■ Instructions for the task ■
Gather up every line from the entries below that uses the word "Leucadia".

■ Data to examine ■
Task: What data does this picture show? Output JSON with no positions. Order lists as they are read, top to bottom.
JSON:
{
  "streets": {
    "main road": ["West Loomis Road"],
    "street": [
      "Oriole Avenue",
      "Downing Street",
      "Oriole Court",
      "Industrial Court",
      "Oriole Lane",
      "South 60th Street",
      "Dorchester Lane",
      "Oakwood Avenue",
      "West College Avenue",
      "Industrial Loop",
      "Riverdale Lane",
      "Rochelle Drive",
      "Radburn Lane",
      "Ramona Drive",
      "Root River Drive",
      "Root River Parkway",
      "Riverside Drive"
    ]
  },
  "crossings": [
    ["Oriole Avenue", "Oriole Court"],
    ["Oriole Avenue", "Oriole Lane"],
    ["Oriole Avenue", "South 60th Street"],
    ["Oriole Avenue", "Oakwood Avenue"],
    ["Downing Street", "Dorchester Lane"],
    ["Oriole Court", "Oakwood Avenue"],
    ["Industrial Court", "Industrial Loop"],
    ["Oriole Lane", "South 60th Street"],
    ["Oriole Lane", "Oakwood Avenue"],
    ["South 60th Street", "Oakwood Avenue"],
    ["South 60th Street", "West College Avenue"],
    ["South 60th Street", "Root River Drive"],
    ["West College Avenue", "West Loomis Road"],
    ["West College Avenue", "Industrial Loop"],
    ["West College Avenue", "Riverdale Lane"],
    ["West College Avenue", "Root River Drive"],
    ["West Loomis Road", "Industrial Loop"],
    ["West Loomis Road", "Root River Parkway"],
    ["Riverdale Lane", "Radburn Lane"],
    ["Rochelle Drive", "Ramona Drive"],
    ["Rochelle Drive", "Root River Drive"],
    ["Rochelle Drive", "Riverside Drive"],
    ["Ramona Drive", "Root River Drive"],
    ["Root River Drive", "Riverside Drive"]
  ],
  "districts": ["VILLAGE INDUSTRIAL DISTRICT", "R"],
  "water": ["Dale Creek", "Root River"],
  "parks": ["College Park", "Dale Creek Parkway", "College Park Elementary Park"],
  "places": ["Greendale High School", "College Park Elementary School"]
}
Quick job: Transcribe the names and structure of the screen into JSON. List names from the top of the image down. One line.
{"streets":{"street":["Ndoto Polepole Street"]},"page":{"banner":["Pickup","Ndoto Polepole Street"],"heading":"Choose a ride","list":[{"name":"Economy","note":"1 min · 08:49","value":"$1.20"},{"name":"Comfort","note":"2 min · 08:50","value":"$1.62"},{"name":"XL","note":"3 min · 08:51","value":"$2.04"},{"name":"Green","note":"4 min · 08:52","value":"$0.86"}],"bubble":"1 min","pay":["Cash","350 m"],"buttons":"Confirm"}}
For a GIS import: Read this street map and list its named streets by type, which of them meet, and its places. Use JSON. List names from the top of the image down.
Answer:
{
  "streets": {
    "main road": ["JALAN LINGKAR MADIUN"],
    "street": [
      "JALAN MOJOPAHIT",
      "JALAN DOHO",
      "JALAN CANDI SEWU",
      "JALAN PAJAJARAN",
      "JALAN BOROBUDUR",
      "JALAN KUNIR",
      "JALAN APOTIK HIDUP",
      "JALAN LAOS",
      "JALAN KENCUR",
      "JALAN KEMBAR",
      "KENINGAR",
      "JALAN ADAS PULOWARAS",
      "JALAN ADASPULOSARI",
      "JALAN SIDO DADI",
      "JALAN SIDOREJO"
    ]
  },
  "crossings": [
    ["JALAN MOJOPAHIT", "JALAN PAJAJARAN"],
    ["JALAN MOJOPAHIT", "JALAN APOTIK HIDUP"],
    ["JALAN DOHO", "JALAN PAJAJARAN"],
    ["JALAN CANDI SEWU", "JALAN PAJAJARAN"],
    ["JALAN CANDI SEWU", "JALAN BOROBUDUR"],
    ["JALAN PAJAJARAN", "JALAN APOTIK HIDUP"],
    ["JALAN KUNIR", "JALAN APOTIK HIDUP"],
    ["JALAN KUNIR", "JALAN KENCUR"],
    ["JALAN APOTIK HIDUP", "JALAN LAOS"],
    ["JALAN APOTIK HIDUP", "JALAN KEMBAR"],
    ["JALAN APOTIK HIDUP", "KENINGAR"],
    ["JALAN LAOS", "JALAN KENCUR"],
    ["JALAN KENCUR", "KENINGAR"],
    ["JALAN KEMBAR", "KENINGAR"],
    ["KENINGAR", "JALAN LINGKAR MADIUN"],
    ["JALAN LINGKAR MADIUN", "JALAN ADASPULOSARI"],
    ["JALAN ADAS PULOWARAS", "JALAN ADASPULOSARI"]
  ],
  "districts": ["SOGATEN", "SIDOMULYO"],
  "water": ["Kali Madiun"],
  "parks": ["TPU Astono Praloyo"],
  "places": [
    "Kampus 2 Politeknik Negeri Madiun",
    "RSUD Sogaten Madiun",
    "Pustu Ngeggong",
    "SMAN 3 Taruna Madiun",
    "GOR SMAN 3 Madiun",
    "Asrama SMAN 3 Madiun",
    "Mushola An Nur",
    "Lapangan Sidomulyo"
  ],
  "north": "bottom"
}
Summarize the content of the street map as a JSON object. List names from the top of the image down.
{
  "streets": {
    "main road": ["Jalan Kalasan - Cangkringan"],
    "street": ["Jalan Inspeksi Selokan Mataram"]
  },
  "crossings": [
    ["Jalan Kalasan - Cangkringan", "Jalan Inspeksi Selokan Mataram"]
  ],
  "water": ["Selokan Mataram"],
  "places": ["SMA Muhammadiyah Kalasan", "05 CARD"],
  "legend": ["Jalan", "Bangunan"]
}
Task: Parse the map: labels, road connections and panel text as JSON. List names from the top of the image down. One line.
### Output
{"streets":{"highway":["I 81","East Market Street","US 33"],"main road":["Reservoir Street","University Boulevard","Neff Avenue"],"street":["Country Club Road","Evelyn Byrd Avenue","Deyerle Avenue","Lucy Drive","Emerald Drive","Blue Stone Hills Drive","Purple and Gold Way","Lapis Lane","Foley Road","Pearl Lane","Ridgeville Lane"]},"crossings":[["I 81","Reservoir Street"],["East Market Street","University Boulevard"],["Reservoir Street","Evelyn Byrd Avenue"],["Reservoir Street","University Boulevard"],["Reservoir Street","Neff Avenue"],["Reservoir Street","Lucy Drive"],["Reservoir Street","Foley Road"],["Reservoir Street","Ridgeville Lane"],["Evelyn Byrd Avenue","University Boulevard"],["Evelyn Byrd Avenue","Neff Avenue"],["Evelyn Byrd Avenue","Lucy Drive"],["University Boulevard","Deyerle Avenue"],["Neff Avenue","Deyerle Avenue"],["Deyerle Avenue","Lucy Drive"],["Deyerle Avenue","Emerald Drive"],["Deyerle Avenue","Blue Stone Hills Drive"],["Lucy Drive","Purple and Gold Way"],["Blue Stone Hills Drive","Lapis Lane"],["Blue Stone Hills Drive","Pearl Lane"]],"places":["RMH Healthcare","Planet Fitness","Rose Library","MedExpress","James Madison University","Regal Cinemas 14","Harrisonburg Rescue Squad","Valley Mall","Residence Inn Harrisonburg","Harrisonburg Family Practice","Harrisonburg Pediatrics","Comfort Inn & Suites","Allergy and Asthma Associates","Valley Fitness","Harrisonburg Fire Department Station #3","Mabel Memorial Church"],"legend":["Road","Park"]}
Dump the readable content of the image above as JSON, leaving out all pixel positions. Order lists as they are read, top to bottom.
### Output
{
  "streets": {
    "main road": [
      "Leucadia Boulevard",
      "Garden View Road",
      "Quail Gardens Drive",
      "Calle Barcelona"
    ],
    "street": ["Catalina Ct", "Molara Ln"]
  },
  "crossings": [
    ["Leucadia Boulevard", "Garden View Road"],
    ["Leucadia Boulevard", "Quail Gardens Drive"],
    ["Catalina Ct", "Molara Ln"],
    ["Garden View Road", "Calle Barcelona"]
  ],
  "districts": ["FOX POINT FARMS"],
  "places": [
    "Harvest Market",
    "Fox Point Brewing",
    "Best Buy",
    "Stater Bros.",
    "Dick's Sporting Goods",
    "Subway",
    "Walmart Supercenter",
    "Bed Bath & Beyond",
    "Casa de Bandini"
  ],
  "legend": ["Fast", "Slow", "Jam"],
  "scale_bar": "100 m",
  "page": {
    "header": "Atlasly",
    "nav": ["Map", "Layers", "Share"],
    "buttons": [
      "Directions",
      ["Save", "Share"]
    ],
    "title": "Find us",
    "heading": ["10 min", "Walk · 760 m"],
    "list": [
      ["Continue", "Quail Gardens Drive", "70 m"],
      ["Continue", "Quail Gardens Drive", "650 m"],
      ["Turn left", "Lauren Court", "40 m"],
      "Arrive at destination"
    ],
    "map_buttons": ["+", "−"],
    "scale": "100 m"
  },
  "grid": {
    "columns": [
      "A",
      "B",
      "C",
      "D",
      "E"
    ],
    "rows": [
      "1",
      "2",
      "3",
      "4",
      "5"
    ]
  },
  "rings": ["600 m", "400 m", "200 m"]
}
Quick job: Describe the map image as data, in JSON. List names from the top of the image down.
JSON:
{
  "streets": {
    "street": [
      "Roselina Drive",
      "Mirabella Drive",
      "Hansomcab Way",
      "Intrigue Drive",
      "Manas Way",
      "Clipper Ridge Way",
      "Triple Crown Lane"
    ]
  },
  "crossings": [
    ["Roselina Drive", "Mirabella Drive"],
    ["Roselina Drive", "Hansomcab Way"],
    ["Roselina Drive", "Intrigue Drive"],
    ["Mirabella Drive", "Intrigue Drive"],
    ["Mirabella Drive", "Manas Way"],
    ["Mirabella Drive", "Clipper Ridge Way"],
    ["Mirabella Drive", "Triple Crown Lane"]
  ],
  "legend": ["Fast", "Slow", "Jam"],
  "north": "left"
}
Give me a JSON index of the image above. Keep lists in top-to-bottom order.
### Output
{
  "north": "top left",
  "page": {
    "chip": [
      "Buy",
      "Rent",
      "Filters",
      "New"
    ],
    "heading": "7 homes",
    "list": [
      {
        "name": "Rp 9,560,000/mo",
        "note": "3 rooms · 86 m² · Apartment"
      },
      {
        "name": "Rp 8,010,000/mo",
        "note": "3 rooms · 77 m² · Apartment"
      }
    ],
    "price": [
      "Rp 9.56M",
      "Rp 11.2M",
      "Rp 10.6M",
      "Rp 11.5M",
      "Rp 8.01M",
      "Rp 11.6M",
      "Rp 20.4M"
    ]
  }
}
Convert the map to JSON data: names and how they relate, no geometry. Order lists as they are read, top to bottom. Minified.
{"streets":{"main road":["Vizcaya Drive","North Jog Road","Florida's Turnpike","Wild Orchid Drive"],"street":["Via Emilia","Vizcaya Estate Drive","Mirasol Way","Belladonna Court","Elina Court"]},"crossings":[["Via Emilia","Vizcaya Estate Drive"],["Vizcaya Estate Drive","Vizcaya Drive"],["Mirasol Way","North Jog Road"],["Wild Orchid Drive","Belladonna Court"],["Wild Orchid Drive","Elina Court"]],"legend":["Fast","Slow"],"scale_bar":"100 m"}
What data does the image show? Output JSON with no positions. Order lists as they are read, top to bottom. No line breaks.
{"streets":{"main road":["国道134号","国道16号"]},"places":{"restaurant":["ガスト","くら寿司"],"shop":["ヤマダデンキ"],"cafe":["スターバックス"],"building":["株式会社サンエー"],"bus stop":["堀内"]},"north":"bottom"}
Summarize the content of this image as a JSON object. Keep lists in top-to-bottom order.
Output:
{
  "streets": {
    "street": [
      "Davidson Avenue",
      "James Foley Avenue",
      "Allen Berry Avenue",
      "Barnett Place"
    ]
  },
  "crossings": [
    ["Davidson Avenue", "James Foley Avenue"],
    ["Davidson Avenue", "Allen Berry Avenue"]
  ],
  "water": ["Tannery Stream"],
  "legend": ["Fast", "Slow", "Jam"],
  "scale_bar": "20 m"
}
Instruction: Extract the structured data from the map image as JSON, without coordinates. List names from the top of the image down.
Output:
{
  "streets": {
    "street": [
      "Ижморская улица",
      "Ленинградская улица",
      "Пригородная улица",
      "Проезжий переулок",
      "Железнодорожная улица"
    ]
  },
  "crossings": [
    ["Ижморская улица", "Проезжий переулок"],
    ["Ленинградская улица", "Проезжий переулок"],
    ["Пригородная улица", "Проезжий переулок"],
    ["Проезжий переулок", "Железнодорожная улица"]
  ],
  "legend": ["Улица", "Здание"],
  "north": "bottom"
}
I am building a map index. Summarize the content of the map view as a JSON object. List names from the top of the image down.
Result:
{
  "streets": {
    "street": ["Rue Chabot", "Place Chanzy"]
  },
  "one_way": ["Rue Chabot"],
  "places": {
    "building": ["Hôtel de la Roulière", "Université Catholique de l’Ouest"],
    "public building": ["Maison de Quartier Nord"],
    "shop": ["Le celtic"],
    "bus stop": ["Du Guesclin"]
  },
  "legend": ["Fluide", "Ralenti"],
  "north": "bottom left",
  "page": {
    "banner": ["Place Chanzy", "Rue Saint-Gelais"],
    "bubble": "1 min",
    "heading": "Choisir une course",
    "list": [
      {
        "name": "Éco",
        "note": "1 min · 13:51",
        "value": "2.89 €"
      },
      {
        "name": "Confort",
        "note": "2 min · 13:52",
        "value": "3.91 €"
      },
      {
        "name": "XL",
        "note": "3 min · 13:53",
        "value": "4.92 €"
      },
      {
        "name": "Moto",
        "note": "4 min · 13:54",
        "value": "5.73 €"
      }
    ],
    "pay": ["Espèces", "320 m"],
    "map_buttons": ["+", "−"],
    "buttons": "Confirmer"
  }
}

■ Written answer ■
      "Leucadia Boulevard",
    ["Leucadia Boulevard", "Garden View Road"],
    ["Leucadia Boulevard", "Quail Gardens Drive"],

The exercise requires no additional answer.